Herreros Arquitectos – maison à Arta (Majorque), 2007 – photo José Hevia

maison à Arta (Majorque), 2007 – façade N-O – photo José Hevia

    Le programme prévoyait transformer une ancienne étable à moutons en petite résidence de week-en ou de vacances. Le parti architectural adopté a consisté à réutiliser le volume initial et de le reproduire de manière symétrique en prenant soin de préserver et réutiliser les anciennes techniques mises en œuvre pour régler les problèmes posés par l’orientation (ensoleillement et vue), la ventilation et l’alimentation en eau.
   Les façades pignons ont été revêtues de pierres sèches pour s’intégrer à l’environnement et maintenir le langage architectural traditionnel de la région.
   Le traitement des murs extérieurs se veut une réponse aux différents aspects du climat local. Les problèmes du vue, d’éclairage, de ventilation et de chauffage ont été réglés par le choix de mise en œuvre de deux volumes indépendants auxquels le traitement des ouvertures et les toitures confère un effet énigmatique. L’espace intérieur reprend la division fonctionnelle des volumes d’origine (espaces pour les animaux, le berger et l’entreposage du fourrage) en fonction de l’orientation : au nord, la cuisine, les chambres et les salles de bains; au sud, la salle à manger, le séjour et le bureau.
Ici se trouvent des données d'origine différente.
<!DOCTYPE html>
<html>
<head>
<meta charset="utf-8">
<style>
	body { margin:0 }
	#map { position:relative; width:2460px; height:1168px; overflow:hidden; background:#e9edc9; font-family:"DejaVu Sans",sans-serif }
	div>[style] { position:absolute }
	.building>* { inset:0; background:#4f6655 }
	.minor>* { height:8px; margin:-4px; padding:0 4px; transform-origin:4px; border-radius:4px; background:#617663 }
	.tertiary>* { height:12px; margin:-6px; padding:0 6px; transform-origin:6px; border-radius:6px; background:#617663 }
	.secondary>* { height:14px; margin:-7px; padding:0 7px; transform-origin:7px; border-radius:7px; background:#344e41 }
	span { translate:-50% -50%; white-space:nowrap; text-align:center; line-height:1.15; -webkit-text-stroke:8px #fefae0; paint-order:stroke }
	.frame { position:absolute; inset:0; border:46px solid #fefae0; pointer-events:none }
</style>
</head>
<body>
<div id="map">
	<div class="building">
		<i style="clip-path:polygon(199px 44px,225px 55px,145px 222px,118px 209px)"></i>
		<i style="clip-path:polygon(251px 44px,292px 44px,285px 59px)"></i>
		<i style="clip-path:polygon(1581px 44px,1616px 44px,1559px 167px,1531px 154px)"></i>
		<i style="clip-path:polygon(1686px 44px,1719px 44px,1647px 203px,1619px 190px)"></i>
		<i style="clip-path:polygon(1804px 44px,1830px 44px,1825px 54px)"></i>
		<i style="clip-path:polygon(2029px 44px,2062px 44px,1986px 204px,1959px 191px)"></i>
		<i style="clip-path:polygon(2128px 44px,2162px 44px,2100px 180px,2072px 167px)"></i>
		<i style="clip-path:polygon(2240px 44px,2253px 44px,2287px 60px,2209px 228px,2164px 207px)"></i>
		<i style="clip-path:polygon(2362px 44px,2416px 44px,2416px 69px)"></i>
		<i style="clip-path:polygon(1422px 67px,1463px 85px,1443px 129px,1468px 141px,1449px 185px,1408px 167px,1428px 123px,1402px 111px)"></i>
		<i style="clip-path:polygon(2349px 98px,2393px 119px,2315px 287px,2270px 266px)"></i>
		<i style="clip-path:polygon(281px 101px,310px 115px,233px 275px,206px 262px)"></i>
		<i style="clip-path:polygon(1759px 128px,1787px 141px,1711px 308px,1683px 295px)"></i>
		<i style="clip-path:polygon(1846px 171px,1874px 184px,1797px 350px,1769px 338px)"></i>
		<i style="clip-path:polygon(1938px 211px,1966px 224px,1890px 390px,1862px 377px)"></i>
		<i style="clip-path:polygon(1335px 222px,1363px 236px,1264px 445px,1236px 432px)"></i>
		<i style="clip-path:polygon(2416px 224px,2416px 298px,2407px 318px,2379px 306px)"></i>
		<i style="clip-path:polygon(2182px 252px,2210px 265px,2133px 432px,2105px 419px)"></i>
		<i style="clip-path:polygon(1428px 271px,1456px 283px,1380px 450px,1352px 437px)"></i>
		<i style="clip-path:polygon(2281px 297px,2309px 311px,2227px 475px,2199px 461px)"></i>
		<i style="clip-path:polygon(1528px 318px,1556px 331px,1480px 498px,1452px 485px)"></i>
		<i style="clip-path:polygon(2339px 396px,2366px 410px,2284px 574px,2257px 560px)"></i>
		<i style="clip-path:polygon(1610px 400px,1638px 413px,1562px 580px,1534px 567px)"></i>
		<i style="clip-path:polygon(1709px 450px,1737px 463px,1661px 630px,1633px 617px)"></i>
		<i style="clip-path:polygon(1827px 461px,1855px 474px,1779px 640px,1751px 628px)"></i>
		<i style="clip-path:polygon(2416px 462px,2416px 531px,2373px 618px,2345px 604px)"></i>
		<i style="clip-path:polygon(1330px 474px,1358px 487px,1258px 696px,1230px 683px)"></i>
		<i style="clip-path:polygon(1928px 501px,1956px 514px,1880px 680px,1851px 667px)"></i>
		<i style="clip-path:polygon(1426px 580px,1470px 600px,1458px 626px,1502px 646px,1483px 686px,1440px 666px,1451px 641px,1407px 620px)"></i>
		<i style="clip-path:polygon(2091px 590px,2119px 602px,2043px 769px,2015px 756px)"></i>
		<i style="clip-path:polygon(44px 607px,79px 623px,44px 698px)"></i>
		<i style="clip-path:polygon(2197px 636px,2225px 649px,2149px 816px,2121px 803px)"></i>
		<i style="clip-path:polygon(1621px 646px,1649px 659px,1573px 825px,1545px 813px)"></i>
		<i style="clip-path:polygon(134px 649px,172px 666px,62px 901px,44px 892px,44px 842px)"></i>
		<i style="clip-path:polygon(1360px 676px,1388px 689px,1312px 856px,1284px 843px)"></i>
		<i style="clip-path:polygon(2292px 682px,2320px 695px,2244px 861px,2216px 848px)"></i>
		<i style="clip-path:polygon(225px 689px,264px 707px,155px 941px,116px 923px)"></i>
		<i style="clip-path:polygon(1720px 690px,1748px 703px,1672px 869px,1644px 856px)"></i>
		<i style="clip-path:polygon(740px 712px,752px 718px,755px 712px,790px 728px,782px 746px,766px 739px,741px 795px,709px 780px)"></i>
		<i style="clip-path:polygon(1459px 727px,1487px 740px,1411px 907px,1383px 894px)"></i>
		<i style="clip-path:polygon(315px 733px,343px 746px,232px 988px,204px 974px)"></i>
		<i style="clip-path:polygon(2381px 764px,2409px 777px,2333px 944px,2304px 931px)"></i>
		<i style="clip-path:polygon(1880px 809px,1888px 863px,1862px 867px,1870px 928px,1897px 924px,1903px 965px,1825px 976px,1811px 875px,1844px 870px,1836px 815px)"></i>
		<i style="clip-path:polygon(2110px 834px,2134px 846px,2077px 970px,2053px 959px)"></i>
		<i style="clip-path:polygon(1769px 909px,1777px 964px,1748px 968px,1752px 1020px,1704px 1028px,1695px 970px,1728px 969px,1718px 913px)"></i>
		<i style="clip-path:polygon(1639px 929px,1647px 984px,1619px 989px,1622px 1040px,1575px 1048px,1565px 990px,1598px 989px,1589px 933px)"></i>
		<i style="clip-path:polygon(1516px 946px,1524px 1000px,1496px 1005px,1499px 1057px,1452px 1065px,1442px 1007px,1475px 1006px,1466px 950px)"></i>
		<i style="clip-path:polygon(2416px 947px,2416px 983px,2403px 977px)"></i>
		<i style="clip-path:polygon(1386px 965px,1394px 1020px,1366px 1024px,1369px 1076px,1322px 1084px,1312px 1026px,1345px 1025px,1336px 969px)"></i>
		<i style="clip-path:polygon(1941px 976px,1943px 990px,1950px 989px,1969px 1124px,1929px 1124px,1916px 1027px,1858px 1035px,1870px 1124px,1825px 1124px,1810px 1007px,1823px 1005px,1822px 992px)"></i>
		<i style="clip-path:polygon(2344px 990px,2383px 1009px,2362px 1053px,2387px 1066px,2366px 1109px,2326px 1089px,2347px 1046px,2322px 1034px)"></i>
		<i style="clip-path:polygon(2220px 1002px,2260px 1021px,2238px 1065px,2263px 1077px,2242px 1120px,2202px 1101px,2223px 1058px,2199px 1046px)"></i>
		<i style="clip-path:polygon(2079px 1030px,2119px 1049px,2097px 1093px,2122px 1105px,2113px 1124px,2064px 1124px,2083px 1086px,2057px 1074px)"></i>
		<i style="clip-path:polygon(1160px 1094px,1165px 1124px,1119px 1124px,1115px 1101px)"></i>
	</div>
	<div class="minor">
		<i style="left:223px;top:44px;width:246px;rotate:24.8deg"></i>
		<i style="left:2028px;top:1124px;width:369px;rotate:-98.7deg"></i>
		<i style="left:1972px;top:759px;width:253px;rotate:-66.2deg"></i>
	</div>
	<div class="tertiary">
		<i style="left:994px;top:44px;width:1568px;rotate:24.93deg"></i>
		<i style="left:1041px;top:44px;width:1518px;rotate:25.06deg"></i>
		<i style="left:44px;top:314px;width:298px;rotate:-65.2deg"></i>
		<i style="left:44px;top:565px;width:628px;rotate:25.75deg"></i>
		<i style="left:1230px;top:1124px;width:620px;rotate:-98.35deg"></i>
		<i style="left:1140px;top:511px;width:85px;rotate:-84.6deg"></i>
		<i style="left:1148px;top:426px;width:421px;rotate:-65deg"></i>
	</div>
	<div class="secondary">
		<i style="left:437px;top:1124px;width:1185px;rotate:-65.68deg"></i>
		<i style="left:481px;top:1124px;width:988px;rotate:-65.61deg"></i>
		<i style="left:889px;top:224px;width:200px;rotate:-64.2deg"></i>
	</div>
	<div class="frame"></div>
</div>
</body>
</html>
Pour chacun des volumes, un équipement particulier a été mis en valeur (table, sofa, bureau, lit et cuisinière) pour définir l’espace et la fonction.
   L’originalité du parti architectural tient à l’importance de la façade principale, la seule qui peut être largement ouverte et bénéficier de la vue et de l’apport solaire. Pour cela la pente des toitures a été accentuée. Le projet reproduit ce traitement sur la façade opposée Nord pour capter la lumière.
L’inversion des toitures permet de bénéficier de l’apport d’une ventilation naturelle ajustable selon les besoins des utilisateurs qui en ouvrant ou fermant les ouvertures pratiquées dans les fenêtres peuvent moduler l’ambiance intérieure en fonction de chaque saison.
   Le projet respecte la simplicité et la pureté de la construction d’origine grâce au maintien de l’utilisation de la pierre et perpétue ainsi l’idée et l’image d’un abri de caractère presque caverneux que l’on aurait dupliqué.
   La construction initiale possédait un système de récupération des eaux de toiture qui était amenées par un système de canalisations vers une citerne de stockage. C’est ce même système qui a été réutilisé et optimisé grâce aux toitures en pentes.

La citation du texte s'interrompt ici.